▶ Exercise prompt:
Return the listing below character for character.

▶ Records for this task:

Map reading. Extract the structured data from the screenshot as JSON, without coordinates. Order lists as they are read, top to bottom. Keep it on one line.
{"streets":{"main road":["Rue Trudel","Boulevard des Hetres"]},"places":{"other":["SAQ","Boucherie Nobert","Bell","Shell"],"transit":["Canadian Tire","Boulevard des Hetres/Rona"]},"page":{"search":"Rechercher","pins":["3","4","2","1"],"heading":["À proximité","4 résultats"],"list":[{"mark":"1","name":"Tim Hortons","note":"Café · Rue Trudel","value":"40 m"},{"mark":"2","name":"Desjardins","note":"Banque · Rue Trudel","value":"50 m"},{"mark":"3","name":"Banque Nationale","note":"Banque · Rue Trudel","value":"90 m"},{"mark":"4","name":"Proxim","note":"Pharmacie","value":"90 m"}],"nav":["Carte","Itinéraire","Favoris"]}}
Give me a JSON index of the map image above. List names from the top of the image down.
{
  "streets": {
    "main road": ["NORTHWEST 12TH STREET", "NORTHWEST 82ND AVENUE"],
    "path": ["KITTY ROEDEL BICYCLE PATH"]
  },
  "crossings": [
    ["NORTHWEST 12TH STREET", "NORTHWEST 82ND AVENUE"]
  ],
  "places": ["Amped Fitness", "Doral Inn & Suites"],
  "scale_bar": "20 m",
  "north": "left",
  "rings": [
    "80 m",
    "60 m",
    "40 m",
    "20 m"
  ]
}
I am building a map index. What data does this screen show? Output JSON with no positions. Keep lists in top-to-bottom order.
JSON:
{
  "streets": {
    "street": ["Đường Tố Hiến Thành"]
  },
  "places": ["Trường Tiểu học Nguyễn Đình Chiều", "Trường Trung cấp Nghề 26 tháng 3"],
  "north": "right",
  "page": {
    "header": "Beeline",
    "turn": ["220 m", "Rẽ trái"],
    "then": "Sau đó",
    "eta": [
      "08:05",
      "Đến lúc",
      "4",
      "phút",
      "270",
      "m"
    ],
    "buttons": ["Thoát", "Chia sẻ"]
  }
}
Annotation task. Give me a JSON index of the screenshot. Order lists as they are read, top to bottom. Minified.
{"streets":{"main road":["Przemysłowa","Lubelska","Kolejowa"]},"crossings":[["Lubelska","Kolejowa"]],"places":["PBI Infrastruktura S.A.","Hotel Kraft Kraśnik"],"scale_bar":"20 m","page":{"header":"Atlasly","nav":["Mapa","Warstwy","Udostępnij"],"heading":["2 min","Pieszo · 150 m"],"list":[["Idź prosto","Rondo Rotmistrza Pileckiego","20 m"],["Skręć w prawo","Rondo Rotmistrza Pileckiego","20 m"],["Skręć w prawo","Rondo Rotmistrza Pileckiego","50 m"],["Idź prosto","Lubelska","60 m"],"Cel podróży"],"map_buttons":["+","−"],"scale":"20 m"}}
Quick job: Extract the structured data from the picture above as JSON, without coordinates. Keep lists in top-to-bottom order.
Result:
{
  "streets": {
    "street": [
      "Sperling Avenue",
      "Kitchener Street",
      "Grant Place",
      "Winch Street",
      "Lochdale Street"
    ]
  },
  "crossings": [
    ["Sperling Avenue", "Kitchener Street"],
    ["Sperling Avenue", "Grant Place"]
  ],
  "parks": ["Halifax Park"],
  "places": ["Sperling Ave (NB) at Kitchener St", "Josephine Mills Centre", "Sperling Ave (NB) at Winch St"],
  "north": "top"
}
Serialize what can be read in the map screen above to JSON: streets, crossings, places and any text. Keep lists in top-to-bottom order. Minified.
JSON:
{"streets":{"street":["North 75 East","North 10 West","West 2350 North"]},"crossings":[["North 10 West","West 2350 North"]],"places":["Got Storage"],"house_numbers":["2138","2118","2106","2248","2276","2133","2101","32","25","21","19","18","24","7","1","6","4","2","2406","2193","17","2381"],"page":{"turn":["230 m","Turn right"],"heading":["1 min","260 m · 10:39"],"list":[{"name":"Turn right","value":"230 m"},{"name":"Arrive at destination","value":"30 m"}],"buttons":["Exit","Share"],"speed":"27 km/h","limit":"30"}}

▶ Answer area:
Map reading. Extract the structured data from the screenshot as JSON, without coordinates. Order lists as they are read, top to bottom. Keep it on one line.
{"streets":{"main road":["Rue Trudel","Boulevard des Hetres"]},"places":{"other":["SAQ","Boucherie Nobert","Bell","Shell"],"transit":["Canadian Tire","Boulevard des Hetres/Rona"]},"page":{"search":"Rechercher","pins":["3","4","2","1"],"heading":["À proximité","4 résultats"],"list":[{"mark":"1","name":"Tim Hortons","note":"Café · Rue Trudel","value":"40 m"},{"mark":"2","name":"Desjardins","note":"Banque · Rue Trudel","value":"50 m"},{"mark":"3","name":"Banque Nationale","note":"Banque · Rue Trudel","value":"90 m"},{"mark":"4","name":"Proxim","note":"Pharmacie","value":"90 m"}],"nav":["Carte","Itinéraire","Favoris"]}}
Give me a JSON index of the map image above. List names from the top of the image down.
{
  "streets": {
    "main road": ["NORTHWEST 12TH STREET", "NORTHWEST 82ND AVENUE"],
    "path": ["KITTY ROEDEL BICYCLE PATH"]
  },
  "crossings": [
    ["NORTHWEST 12TH STREET", "NORTHWEST 82ND AVENUE"]
  ],
  "places": ["Amped Fitness", "Doral Inn & Suites"],
  "scale_bar": "20 m",
  "north": "left",
  "rings": [
    "80 m",
    "60 m",
    "40 m",
    "20 m"
  ]
}
I am building a map index. What data does this screen show? Output JSON with no positions. Keep lists in top-to-bottom order.
JSON:
{
  "streets": {
    "street": ["Đường Tố Hiến Thành"]
  },
  "places": ["Trường Tiểu học Nguyễn Đình Chiều", "Trường Trung cấp Nghề 26 tháng 3"],
  "north": "right",
  "page": {
    "header": "Beeline",
    "turn": ["220 m", "Rẽ trái"],
    "then": "Sau đó",
    "eta": [
      "08:05",
      "Đến lúc",
      "4",
      "phút",
      "270",
      "m"
    ],
    "buttons": ["Thoát", "Chia sẻ"]
  }
}
Annotation task. Give me a JSON index of the screenshot. Order lists as they are read, top to bottom. Minified.
{"streets":{"main road":["Przemysłowa","Lubelska","Kolejowa"]},"crossings":[["Lubelska","Kolejowa"]],"places":["PBI Infrastruktura S.A.","Hotel Kraft Kraśnik"],"scale_bar":"20 m","page":{"header":"Atlasly","nav":["Mapa","Warstwy","Udostępnij"],"heading":["2 min","Pieszo · 150 m"],"list":[["Idź prosto","Rondo Rotmistrza Pileckiego","20 m"],["Skręć w prawo","Rondo Rotmistrza Pileckiego","20 m"],["Skręć w prawo","Rondo Rotmistrza Pileckiego","50 m"],["Idź prosto","Lubelska","60 m"],"Cel podróży"],"map_buttons":["+","−"],"scale":"20 m"}}
Quick job: Extract the structured data from the picture above as JSON, without coordinates. Keep lists in top-to-bottom order.
Result:
{
  "streets": {
    "street": [
      "Sperling Avenue",
      "Kitchener Street",
      "Grant Place",
      "Winch Street",
      "Lochdale Street"
    ]
  },
  "crossings": [
    ["Sperling Avenue", "Kitchener Street"],
    ["Sperling Avenue", "Grant Place"]
  ],
  "parks": ["Halifax Park"],
  "places": ["Sperling Ave (NB) at Kitchener St", "Josephine Mills Centre", "Sperling Ave (NB) at Winch St"],
  "north": "top"
}
Serialize what can be read in the map screen above to JSON: streets, crossings, places and any text. Keep lists in top-to-bottom order. Minified.
JSON:
{"streets":{"street":["North 75 East","North 10 West","West 2350 North"]},"crossings":[["North 10 West","West 2350 North"]],"places":["Got Storage"],"house_numbers":["2138","2118","2106","2248","2276","2133","2101","32","25","21","19","18","24","7","1","6","4","2","2406","2193","17","2381"],"page":{"turn":["230 m","Turn right"],"heading":["1 min","260 m · 10:39"],"list":[{"name":"Turn right","value":"230 m"},{"name":"Arrive at destination","value":"30 m"}],"buttons":["Exit","Share"],"speed":"27 km/h","limit":"30"}}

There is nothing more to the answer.